If you were a passenger on a train barrelling towards someone tied to the tracks, you would be compelled to scream out to them in the hopes they can hear, even if you have no power over the ability to stop the train, and they have no capacity to untie themselves. To you in the moment, there may simply be an irrefutable desire to let them, and everyone else on the train know, that it horrify you, and that you would do something about it if you could. And while this is very good for the passenger, it matters not very much to he who is tied to the track.

The problem then it seems, is that the fear of not being heard, outweighs the need to have something to say. To have something that can cause change, in the heart or the mind. Hence an era of blogging, to meet quota rather to inspire, or to relate. No one wants to educate, they just want to have their opinion shared. Equally however, they are so bombarded with story and information from others, they may not even be able to hear their own thoughts, or listen to the reply.

And that’s equally an important distinction, is that a conversation is two way – which results in mutual affirmation and education. One’s theory can only be expanded upon hearing another knowledge base which can confirm or deny it. Shouting into the void is remarkably one-way, and seldom results in any kind of actual validation, or expansion of the mind. If your opinion can reach anyone, as in the age of the internet it can; then equally anyone – regardless of whether they hold a genuine opinion or not, can respond and seem just as valid as anyone else. Largely, we experience not validation – but either nothing, or a sort of anti-validation when no one responds. Or “likes”. Perhaps you like a photo of you, and find that for once you look beautiful, but when you post it, no one or few people like it, so immediately you assume it must be disgusting. – When in fact, perhaps people were simply busy. Or… didn’t care.

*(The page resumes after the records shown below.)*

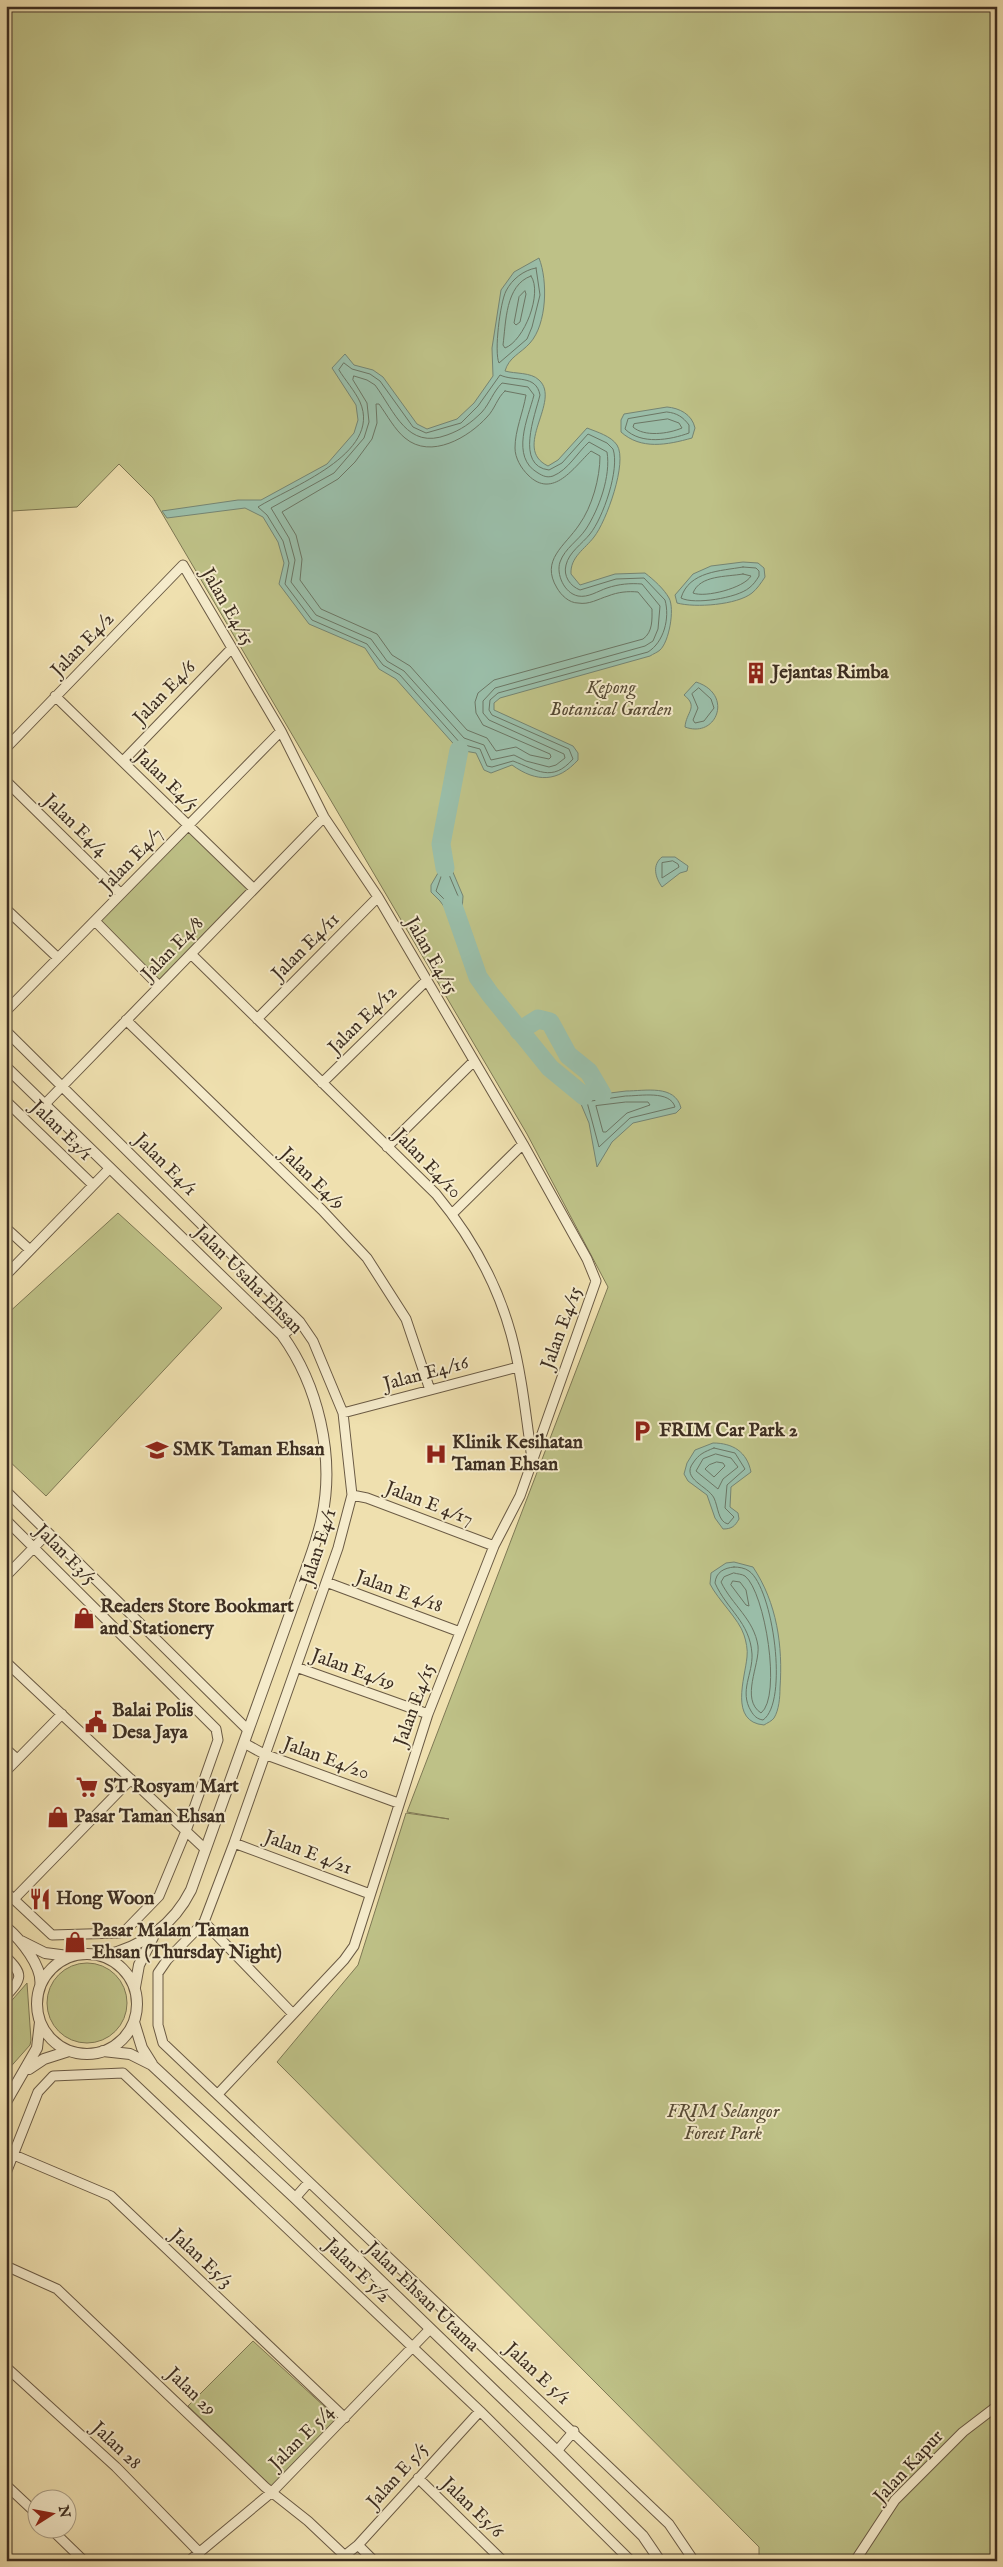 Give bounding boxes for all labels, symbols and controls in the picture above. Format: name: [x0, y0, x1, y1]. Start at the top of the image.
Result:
street label: Jalan E4/15: [194, 562, 259, 650]
street label: Jalan E4/2: [45, 608, 120, 684]
street label: Jalan E4/6: [127, 655, 202, 732]
building icon: Jejantas Rimba: [743, 660, 769, 686]
place label: Jejantas Rimba: [769, 661, 890, 685]
park label: Kepong Botanical Garden: [550, 676, 672, 722]
street label: Jalan E4/5: [128, 744, 203, 817]
street label: Jalan E4/4: [36, 788, 113, 863]
street label: Jalan E4/7: [94, 823, 169, 899]
street label: Jalan E4/11: [266, 908, 345, 987]
street label: Jalan E4/15: [398, 911, 463, 999]
street label: Jalan E4/8: [135, 912, 209, 987]
street label: Jalan E4/12: [322, 980, 403, 1061]
street label: Jalan E3/1: [24, 1094, 97, 1166]
street label: Jalan E4/10: [386, 1122, 466, 1204]
street label: Jalan E4/1: [127, 1127, 201, 1201]
street label: Jalan E4/9: [273, 1141, 349, 1216]
street label: Jalan Usaha Ehsan: [187, 1219, 308, 1340]
street label: Jalan E4/15: [535, 1283, 588, 1374]
street label: Jalan E4/16: [379, 1351, 472, 1397]
parking icon: FRIM Car Park 2: [629, 1418, 655, 1444]
place label: FRIM Car Park 2: [659, 1419, 798, 1443]
place label: Klinik Kesihatan Taman Ehsan: [451, 1431, 583, 1477]
school or university icon: SMK Taman Ehsan: [144, 1437, 170, 1463]
place label: SMK Taman Ehsan: [173, 1438, 325, 1462]
hospital icon: Klinik Kesihatan Taman Ehsan: [423, 1441, 449, 1467]
street label: Jalan E 4/17: [380, 1476, 476, 1532]
street label: Jalan E4/1: [295, 1506, 343, 1590]
street label: Jalan E3/5: [28, 1518, 101, 1591]
street label: Jalan E 4/18: [350, 1565, 446, 1619]
place label: Readers Store Bookmart and Stationery: [100, 1595, 294, 1641]
shop icon: Readers Store Bookmart and Stationery: [71, 1605, 97, 1631]
street label: Jalan E4/19: [306, 1643, 398, 1696]
street label: Jalan E4/15: [388, 1660, 441, 1751]
place label: Balai Polis Desa Jaya: [112, 1699, 193, 1745]
public building icon: Balai Polis Desa Jaya: [83, 1709, 109, 1735]
street label: Jalan E4/20: [278, 1732, 373, 1786]
supermarket icon: ST Rosyam Mart: [74, 1774, 100, 1800]
place label: ST Rosyam Mart: [104, 1775, 239, 1799]
shop icon: Pasar Taman Ehsan: [45, 1804, 71, 1830]
place label: Pasar Taman Ehsan: [74, 1805, 225, 1829]
street label: Jalan E 4/21: [259, 1825, 355, 1881]
restaurant icon: Hong Woon: [27, 1886, 53, 1912]
place label: Hong Woon: [56, 1887, 154, 1911]
place label: Pasar Malam Taman Ehsan (Thursday Night): [92, 1919, 282, 1965]
shop icon: Pasar Malam Taman Ehsan (Thursday Night): [62, 1929, 88, 1955]
park label: FRIM Selangor Forest Park: [667, 2100, 781, 2146]
street label: Jalan E5/3: [163, 2223, 237, 2294]
street label: Jalan E 5/2: [318, 2232, 395, 2308]
street label: Jalan Ehsan Utama: [359, 2235, 484, 2358]
street label: Jalan E 5/1: [498, 2336, 575, 2410]
street label: Jalan 29: [160, 2361, 221, 2422]
street label: Jalan E 5/4: [263, 2400, 340, 2477]
street label: Jalan 28: [85, 2416, 146, 2475]
street label: Jalan Kapur: [867, 2425, 949, 2510]
street label: Jalan E 5/5: [361, 2438, 434, 2516]
street label: Jalan E5/6: [434, 2471, 509, 2544]
north arrow: [28, 2490, 78, 2540]
text: N: [54, 2503, 74, 2519]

The simple fact is, no one has a compulsion or a requirement to care. And while that doesn’t mean you shouldn’t say it – it just perhaps means you should be less offended by it.

Perhaps you should be less worried, about the desire to have your thoughts heard or validated. You may not like what you find.

“If you remain silent; people may think you’re a fool. If you open your mouth; they may know it for a fact.”

There is nothing wrong, with listening to others for a change, even if you don’t like what you hear. And when you decide you are ready to speak, be sure you have something to say.